#1 Reflect and Write

Reflecting on reflective writing really makes you think, and it requires you to reflect on your learning -which might be the point. What excites me about the reading is that “it is also alright to use the first person –´I´- in reflective writing” (Moon 2004). This is a very important point because to really be able to reflect on your work, and to keep the artistic flow going, you need to write in ´first person´. If you don´t, you end up restraining yourself when you are to describe why you chose to do that particular thing. You´re not only writing what you did, but also why you did it. Reading the three examples of Mariannes´ reflection made me realise that I have to go much deeper in my future reflections. It was a real eye-opener. In the past, I´ve always struggled with the reflection part of my assignments because, obviously, I didn´t fully understand the concept of it.

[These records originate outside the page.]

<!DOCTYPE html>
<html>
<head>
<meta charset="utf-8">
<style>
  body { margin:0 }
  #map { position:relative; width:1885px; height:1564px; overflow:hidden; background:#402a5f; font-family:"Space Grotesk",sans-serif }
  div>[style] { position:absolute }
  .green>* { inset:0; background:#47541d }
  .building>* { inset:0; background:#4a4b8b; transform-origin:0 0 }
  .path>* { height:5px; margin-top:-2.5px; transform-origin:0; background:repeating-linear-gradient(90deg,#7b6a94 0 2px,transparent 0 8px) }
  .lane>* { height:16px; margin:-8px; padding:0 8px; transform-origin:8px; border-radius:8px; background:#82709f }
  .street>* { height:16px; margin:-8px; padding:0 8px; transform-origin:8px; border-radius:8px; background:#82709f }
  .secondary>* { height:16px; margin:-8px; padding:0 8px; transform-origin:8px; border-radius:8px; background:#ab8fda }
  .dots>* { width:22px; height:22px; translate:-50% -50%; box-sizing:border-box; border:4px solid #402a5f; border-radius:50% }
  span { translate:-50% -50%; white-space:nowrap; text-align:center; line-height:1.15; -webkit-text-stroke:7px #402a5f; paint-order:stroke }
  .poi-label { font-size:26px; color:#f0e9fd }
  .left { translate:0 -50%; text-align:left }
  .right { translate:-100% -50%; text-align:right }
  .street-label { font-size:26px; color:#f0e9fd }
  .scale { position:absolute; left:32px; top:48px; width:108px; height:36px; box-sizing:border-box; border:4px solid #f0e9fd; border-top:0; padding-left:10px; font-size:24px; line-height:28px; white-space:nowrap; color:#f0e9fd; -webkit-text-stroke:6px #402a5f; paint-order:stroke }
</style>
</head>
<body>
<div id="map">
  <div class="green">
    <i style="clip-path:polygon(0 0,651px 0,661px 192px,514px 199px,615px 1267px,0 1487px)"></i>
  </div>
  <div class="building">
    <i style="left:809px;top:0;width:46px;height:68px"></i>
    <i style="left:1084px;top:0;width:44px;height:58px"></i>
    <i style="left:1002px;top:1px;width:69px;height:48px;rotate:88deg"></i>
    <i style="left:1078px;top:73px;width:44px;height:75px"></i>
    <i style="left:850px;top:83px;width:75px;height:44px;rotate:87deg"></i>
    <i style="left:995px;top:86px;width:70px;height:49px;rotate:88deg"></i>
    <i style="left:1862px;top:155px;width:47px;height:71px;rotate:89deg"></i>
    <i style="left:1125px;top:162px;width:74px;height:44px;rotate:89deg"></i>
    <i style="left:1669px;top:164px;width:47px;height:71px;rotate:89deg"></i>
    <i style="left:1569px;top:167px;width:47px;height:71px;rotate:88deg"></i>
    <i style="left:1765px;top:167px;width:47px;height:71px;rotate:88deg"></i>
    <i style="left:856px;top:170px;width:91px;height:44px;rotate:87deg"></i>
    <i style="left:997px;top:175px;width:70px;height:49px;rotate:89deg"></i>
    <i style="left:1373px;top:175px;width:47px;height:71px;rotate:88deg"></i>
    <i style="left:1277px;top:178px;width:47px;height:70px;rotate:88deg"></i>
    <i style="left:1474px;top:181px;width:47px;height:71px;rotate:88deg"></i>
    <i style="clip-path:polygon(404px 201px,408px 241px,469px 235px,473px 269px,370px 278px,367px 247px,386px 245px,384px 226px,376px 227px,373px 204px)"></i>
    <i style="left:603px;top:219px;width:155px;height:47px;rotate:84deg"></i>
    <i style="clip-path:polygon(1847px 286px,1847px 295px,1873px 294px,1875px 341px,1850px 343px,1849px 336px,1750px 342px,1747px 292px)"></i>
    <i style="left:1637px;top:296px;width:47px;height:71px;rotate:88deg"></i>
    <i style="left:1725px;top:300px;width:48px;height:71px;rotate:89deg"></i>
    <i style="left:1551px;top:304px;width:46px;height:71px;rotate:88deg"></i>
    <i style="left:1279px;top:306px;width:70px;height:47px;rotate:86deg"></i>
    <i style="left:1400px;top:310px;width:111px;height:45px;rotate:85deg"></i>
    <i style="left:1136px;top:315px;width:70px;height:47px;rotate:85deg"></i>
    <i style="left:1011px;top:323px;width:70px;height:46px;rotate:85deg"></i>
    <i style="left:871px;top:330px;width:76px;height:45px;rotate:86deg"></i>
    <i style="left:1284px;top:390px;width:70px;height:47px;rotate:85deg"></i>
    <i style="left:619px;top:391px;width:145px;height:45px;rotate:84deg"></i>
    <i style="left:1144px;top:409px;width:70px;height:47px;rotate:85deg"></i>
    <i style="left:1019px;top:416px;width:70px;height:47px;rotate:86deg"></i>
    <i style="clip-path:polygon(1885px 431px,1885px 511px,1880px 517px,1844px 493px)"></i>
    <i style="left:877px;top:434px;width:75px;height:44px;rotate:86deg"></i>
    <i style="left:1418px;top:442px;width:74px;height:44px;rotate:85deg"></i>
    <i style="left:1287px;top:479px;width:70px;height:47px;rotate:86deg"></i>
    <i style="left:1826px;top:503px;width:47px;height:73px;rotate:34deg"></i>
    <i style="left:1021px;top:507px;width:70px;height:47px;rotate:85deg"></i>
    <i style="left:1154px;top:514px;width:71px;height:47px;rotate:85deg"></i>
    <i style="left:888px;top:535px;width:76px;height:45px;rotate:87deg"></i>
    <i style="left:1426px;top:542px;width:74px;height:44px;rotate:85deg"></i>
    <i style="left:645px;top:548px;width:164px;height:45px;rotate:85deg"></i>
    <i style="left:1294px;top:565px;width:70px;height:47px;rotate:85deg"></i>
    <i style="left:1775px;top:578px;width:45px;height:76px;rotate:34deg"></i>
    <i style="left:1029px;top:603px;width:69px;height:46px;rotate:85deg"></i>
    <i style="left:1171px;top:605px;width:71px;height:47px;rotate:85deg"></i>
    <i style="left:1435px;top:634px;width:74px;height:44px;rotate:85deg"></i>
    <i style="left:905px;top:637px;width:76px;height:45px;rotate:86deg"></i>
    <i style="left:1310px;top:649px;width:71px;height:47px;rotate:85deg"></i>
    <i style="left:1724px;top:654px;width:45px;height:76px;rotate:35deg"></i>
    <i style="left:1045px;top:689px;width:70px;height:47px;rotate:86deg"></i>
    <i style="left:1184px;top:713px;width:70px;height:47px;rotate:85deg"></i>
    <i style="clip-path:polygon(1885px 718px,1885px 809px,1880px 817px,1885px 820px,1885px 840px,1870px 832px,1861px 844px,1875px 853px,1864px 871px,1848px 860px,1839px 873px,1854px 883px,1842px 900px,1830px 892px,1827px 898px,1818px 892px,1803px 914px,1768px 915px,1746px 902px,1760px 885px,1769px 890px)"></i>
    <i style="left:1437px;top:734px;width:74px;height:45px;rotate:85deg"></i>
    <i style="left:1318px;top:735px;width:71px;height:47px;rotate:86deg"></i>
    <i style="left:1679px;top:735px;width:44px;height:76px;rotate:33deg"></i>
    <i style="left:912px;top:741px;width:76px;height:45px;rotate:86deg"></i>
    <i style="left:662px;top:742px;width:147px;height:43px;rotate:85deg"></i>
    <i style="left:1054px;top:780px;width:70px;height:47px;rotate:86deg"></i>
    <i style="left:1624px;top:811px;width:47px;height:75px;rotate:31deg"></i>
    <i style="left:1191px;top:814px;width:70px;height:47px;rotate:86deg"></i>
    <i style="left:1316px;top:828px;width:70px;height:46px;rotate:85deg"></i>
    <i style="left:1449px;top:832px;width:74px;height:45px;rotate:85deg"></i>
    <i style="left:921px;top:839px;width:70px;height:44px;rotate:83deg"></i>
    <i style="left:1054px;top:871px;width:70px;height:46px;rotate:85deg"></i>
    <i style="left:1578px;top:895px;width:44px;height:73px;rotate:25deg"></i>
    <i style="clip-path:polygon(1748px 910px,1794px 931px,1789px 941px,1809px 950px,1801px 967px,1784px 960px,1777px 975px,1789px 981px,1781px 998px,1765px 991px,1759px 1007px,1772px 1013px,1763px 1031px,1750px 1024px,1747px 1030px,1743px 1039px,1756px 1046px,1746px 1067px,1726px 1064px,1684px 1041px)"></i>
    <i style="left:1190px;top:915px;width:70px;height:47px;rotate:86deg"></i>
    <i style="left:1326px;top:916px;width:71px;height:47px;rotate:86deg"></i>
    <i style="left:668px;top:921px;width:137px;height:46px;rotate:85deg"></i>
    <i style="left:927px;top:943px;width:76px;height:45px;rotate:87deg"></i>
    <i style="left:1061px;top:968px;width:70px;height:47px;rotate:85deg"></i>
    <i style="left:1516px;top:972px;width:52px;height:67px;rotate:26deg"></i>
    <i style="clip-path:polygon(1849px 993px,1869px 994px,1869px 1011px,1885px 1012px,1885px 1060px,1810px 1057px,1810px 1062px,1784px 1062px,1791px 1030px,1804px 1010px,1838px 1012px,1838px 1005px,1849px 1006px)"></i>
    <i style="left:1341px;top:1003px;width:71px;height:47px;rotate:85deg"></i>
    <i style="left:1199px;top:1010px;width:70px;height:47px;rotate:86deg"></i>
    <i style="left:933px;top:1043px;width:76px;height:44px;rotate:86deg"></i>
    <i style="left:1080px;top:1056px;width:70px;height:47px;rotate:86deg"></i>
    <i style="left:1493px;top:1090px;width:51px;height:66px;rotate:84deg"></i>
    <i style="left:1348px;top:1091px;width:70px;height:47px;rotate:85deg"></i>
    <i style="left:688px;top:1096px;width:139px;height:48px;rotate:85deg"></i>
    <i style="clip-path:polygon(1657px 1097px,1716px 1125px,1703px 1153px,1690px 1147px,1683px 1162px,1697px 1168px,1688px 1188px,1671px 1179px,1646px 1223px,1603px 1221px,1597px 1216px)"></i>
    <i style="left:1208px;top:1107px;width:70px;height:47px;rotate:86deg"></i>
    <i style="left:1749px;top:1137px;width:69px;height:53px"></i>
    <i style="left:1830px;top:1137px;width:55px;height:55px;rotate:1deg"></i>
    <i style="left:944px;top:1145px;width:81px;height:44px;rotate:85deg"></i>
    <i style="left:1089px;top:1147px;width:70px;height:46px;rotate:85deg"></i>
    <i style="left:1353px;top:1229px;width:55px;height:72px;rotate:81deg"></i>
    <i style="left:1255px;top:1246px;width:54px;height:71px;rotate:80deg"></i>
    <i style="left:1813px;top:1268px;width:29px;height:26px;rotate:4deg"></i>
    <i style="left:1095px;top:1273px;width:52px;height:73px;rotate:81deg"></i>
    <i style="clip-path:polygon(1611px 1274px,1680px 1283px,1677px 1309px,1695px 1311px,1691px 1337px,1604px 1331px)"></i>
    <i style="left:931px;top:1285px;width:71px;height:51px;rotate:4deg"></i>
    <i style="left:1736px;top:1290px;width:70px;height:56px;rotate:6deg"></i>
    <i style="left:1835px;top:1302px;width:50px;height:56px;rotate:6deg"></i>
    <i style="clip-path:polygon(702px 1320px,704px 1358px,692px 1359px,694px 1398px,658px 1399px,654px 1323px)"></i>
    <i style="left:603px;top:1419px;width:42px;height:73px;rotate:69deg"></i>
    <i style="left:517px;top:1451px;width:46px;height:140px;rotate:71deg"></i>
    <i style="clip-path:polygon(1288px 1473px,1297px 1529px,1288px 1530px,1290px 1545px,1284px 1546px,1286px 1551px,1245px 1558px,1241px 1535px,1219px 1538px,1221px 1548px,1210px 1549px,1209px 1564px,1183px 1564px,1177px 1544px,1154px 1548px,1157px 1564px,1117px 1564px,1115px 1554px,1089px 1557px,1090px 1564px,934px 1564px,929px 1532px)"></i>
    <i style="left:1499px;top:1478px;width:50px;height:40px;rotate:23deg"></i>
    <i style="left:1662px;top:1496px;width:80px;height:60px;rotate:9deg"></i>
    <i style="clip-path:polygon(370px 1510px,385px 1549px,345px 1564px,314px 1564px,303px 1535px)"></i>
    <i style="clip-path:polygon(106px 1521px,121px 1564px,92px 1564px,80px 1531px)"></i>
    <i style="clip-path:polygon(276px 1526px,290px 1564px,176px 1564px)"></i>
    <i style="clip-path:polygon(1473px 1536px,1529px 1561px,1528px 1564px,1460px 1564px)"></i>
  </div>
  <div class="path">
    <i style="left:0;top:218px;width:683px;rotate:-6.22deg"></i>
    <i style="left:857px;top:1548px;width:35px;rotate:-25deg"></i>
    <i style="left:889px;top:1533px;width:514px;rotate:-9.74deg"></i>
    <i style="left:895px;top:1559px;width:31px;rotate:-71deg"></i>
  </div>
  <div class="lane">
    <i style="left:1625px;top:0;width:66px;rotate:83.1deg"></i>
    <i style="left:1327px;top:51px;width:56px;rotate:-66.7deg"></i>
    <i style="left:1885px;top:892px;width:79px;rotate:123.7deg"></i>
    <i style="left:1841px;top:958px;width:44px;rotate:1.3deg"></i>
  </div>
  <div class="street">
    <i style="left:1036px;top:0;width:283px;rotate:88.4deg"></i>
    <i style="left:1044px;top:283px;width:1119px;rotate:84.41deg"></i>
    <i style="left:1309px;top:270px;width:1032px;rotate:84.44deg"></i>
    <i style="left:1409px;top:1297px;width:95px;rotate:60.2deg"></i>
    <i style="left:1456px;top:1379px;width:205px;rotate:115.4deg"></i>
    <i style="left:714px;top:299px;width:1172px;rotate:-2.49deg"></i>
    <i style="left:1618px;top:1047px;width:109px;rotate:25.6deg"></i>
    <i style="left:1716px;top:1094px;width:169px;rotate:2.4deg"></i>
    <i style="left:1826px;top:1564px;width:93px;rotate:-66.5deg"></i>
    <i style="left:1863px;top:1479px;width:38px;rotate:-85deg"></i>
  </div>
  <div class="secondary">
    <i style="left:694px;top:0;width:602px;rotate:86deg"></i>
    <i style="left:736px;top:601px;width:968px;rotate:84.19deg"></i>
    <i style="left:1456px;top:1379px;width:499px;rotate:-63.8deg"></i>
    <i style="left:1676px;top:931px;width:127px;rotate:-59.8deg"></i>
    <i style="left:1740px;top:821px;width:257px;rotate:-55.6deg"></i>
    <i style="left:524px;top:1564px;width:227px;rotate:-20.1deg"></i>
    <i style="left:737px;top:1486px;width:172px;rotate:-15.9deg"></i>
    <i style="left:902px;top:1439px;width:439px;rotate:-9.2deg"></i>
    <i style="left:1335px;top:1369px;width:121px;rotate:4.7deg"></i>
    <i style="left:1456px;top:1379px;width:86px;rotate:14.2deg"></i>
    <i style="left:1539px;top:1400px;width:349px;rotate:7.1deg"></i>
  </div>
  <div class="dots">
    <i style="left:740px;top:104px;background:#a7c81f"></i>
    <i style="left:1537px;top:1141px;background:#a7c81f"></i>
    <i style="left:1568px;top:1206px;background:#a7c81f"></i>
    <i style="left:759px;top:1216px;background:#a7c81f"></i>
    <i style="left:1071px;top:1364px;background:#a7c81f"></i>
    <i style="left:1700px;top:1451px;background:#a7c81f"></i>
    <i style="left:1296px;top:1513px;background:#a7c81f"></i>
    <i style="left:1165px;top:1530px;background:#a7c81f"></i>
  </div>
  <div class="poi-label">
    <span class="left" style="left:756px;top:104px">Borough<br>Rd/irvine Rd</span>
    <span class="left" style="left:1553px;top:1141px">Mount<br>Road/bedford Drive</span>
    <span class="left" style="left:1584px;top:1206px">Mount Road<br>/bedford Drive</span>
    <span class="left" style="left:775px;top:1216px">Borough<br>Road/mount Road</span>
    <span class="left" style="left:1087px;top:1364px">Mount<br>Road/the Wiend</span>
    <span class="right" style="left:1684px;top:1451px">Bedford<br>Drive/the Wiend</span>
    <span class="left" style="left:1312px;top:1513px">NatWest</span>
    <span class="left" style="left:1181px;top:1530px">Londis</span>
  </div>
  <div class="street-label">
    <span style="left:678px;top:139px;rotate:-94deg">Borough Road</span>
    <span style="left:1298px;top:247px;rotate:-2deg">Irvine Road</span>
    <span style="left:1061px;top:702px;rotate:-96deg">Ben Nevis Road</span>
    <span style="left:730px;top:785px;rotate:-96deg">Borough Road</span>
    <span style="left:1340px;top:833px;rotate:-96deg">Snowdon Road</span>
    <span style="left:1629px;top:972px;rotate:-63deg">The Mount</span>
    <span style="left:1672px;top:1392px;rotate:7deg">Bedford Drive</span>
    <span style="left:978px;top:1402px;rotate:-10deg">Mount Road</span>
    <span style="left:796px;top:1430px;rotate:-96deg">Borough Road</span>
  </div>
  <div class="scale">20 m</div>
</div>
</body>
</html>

An important aspect of my writing is if I´m writing for only myself or for others. “Whether others are going to see what you have written and who they are” (Moon, 2004) strongly affects, not only how I structure my sentences, but also how professional the end product looks like. I don´t like “wasting” other people’s time, whether it´s a tutor who will mark it, or just a friend who is kind enough to proofread my work. I live for constructive feedback and I always aim to do my best. I feel it´s important to get other people’s opinion on my work.

References:

Moon, Jennifer, A. A handbook of reflective and experiential learning : theory and practice, (p. 184-189, 204-209, 222-225). New York : RoutledgeFalmer, 2004.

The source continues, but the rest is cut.